Erin Patterson, 49, hosted the lunch on July 29, at her home in Leongatha in the state of Victoria. In attendance were Gail and Don Patterson, the parents of her estranged husband, as well as Gail Patterson’s sister, Heather Wilkinson, and brother-in-law, Ian Wilkinson.

All four guests, who were in their 60s or 70s, fell ill soon after the meal. Mr. Patterson, Ms. Patterson and Ms. Wilkinson all died within a week of the lunch. Mr. Wilkinson eventually recovered and was released from the hospital in late September.

Their symptoms, the police said at the time, were consistent with poisoning by death cap mushroom — one of the deadliest mushroom varieties, which is found in Victoria and other parts of Australia.

Ms. Patterson has consistently denied wrongdoing. She tearfully told local news media in August that she “didn’t do anything, I loved them.”
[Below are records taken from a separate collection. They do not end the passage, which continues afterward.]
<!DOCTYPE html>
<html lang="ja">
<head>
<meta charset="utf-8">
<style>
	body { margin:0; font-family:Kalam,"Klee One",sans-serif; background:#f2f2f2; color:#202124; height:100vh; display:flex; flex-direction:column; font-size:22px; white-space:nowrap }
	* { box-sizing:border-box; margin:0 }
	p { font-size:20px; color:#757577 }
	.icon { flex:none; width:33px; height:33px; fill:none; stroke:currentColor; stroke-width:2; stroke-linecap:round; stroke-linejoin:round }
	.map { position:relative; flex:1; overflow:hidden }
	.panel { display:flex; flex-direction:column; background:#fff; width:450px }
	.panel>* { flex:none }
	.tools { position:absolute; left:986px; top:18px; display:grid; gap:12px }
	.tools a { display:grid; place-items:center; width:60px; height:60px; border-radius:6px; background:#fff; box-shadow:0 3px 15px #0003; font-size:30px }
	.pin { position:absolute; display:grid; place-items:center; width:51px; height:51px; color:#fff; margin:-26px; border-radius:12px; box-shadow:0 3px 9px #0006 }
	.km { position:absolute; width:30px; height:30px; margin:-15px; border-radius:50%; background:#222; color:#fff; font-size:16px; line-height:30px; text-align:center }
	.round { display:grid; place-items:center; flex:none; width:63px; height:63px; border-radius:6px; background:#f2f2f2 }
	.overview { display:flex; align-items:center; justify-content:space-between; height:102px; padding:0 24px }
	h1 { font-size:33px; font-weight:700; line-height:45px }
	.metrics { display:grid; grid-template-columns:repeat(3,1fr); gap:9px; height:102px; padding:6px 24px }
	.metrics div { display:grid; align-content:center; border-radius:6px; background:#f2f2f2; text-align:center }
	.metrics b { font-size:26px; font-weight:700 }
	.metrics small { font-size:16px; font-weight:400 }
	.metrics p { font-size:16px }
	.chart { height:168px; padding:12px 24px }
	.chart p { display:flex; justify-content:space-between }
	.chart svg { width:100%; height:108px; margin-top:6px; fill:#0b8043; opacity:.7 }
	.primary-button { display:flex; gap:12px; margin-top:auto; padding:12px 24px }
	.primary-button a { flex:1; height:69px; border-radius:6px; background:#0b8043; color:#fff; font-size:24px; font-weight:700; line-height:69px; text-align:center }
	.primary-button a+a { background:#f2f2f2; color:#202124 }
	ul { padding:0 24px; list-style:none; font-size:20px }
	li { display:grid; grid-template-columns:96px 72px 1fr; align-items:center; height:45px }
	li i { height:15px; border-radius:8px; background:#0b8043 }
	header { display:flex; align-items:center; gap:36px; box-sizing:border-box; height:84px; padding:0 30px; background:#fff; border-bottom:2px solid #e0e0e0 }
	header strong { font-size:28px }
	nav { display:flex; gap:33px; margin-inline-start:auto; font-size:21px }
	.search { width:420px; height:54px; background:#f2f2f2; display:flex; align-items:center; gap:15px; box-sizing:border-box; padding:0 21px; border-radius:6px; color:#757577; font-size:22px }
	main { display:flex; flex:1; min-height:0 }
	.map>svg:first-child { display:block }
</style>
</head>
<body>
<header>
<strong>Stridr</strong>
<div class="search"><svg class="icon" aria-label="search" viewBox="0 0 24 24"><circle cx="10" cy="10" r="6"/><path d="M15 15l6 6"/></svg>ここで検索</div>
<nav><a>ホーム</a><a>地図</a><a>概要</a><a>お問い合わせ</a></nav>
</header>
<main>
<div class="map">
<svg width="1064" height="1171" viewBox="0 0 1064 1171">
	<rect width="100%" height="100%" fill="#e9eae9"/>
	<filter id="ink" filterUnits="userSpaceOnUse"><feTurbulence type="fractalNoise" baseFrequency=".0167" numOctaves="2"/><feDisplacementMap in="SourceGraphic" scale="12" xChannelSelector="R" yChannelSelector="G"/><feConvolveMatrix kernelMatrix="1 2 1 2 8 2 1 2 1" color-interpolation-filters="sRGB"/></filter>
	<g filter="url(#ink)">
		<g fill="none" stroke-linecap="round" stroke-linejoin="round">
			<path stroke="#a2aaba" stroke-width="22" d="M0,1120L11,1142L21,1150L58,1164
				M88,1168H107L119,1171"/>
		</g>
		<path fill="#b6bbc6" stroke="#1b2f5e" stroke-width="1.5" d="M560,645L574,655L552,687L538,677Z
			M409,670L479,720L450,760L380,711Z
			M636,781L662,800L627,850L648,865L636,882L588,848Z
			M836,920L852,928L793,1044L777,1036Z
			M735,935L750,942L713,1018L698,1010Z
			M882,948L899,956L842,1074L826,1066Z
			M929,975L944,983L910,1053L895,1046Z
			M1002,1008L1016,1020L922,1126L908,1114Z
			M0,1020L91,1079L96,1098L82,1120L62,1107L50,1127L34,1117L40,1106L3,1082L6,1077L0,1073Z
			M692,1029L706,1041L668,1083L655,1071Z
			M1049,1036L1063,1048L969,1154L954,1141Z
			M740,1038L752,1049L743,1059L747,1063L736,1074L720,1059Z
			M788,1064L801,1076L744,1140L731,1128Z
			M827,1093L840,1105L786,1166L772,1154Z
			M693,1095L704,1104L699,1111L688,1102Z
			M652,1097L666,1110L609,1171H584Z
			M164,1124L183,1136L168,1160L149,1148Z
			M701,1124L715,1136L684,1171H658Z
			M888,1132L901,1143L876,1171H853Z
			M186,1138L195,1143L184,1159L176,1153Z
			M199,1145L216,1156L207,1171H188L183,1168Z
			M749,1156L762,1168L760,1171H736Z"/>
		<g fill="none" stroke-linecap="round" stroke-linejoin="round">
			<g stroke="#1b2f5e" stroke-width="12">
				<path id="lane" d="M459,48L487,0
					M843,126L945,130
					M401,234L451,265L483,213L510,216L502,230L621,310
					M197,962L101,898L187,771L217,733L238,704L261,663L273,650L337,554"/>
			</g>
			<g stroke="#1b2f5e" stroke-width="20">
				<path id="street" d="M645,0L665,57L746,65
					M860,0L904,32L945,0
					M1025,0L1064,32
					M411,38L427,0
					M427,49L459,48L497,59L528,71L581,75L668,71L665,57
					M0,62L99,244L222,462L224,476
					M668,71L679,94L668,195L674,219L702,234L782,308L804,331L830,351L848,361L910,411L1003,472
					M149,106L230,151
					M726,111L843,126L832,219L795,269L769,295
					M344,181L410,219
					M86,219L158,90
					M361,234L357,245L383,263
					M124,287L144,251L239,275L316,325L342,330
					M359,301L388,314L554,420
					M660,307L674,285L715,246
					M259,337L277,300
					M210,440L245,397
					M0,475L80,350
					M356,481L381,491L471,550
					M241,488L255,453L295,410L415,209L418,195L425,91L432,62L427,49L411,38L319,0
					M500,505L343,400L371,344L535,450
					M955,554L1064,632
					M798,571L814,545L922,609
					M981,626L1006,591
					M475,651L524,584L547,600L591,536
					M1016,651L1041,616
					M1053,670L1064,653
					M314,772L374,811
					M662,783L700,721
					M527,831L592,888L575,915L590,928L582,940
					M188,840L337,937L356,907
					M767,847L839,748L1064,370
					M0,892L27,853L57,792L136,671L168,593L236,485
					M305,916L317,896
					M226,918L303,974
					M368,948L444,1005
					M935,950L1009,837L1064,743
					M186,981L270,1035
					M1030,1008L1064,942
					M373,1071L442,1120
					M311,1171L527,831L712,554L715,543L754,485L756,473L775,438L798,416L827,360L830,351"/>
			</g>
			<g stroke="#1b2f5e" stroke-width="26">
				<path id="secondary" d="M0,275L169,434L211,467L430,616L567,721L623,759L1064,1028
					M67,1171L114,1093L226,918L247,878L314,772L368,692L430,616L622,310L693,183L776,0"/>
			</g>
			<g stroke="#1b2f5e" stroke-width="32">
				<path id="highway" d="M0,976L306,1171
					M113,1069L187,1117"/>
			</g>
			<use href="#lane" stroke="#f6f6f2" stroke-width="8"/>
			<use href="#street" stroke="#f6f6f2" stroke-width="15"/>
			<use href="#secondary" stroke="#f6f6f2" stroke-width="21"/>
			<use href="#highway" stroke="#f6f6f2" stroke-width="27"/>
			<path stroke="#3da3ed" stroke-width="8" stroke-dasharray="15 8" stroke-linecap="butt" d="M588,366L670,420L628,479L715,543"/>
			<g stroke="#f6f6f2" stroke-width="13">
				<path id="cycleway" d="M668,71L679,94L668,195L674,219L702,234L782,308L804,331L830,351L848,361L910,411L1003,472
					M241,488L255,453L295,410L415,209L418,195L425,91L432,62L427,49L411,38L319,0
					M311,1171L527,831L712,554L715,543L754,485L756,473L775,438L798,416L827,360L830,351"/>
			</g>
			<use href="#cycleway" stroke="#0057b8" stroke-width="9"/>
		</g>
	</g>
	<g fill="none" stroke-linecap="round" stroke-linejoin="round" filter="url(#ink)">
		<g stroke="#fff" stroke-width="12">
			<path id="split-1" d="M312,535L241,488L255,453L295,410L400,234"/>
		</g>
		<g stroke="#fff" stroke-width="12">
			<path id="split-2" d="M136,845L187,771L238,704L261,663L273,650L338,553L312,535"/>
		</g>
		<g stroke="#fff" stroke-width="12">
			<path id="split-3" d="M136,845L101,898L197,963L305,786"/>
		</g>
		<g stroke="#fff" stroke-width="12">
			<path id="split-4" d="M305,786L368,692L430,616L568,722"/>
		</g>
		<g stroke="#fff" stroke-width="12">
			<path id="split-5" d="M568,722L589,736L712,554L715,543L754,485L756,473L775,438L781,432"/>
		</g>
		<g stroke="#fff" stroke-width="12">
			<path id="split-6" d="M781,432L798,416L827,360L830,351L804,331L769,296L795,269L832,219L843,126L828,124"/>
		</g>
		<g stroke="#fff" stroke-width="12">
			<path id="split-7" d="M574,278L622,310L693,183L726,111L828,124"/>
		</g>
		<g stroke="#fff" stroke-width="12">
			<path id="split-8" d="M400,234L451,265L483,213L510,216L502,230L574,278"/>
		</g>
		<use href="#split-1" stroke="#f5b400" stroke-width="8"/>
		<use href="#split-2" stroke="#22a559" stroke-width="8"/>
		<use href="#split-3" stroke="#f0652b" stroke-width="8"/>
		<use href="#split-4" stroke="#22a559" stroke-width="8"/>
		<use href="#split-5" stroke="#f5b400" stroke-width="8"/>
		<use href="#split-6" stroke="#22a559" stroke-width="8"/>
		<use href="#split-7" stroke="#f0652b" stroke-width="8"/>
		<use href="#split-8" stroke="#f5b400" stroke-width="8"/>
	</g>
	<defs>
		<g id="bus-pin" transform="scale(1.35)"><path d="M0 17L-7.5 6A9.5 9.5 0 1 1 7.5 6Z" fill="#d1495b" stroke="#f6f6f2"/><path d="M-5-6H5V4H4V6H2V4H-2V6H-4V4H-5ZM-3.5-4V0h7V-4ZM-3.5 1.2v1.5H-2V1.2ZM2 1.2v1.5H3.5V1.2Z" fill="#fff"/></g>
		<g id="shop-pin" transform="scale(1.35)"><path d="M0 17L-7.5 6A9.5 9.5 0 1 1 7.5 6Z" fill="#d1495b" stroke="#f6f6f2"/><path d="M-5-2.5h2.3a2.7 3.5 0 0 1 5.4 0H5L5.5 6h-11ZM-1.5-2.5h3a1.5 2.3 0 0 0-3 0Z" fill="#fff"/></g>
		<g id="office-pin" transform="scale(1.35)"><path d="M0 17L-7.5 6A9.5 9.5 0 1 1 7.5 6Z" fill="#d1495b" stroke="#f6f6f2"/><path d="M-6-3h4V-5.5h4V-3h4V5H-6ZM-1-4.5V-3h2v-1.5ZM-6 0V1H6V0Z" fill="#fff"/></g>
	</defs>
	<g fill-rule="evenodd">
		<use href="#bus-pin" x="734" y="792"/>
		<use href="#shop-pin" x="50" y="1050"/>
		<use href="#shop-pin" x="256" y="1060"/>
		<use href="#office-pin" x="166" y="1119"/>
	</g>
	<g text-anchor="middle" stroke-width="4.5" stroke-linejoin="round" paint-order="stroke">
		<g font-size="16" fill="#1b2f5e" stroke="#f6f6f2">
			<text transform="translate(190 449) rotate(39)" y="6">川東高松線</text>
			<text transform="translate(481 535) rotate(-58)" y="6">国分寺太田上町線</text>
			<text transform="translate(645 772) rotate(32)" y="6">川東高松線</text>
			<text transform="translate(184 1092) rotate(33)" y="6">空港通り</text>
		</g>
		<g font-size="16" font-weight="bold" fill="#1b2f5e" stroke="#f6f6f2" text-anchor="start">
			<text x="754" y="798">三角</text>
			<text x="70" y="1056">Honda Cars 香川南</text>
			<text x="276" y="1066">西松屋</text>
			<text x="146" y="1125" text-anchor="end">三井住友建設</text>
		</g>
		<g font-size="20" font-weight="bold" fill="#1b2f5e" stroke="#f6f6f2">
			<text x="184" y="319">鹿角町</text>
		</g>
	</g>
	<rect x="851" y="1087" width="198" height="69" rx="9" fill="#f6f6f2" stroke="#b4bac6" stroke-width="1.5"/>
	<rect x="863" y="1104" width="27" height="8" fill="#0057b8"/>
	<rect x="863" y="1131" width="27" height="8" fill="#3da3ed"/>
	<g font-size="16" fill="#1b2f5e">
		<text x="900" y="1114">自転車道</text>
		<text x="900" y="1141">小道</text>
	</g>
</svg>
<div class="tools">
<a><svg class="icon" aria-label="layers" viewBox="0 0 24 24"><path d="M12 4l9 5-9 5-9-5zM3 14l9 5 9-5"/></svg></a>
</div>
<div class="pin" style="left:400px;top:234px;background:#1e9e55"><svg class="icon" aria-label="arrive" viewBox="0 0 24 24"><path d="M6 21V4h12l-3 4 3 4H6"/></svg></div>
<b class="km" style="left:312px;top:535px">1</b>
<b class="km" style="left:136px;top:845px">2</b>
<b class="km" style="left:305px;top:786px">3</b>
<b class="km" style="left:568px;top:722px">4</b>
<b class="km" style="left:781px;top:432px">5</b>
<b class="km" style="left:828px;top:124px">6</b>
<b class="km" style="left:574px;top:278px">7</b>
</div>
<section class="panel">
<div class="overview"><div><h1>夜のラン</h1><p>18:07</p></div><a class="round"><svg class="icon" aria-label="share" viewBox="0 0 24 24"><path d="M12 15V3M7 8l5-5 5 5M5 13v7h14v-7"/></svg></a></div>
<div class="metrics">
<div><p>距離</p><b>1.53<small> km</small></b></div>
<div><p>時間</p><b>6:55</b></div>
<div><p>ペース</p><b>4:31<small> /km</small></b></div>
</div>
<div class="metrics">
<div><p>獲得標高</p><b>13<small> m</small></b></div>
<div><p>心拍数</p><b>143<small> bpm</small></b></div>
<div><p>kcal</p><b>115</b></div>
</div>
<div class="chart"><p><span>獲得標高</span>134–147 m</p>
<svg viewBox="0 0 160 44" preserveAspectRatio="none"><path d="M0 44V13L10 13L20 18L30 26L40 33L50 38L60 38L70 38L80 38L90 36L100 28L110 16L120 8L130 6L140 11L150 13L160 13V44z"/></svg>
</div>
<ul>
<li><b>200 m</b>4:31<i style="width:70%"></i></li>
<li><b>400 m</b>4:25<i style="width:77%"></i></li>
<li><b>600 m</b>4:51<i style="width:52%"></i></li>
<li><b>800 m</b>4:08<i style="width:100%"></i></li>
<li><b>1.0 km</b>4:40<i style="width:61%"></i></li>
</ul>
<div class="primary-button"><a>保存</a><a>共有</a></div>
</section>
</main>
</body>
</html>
She was taken into custody on Thursday morning, Victoria Police said in a statement, as part of the authorities’ “ongoing investigation” into the deaths. She has not been charged.

The police are searching her home, relying on dogs to hunt down items like USB sticks and SIM cards. After the search, Ms. Patterson will be interviewed by the police, Detective Inspector Dean Thomas said at a news conference on Thursday in Melbourne.

The arrest, he said, “is just the next step in what has been a complex and thorough investigation.”

He added that the investigation “has been subject to incredibly intense levels of public scrutiny and curiosity. I cannot think of another investigation that has generated this level of public and media interest.”

In a statement provided to the police in August, which was obtained by local news media outlets, Ms. Patterson said that she had prepared a meal of beef Wellington that day, using fresh mushrooms bought from a local supermarket and dried mushrooms bought from an Asian grocer in Melbourne, which is about 85 miles northwest of Leongatha.

She said that she also ate the beef Wellington that day. The next day, her two children ate the leftovers for lunch, she said, but added that she scraped off the mushrooms from their portions because they do not like them.

Ms. Patterson said that she had also been hospitalized after the lunch with bad stomach pains and diarrhea but was given a “liver protectant drug.”

In her statement, Ms. Patterson said that she had discarded a food dehydrator at a dump.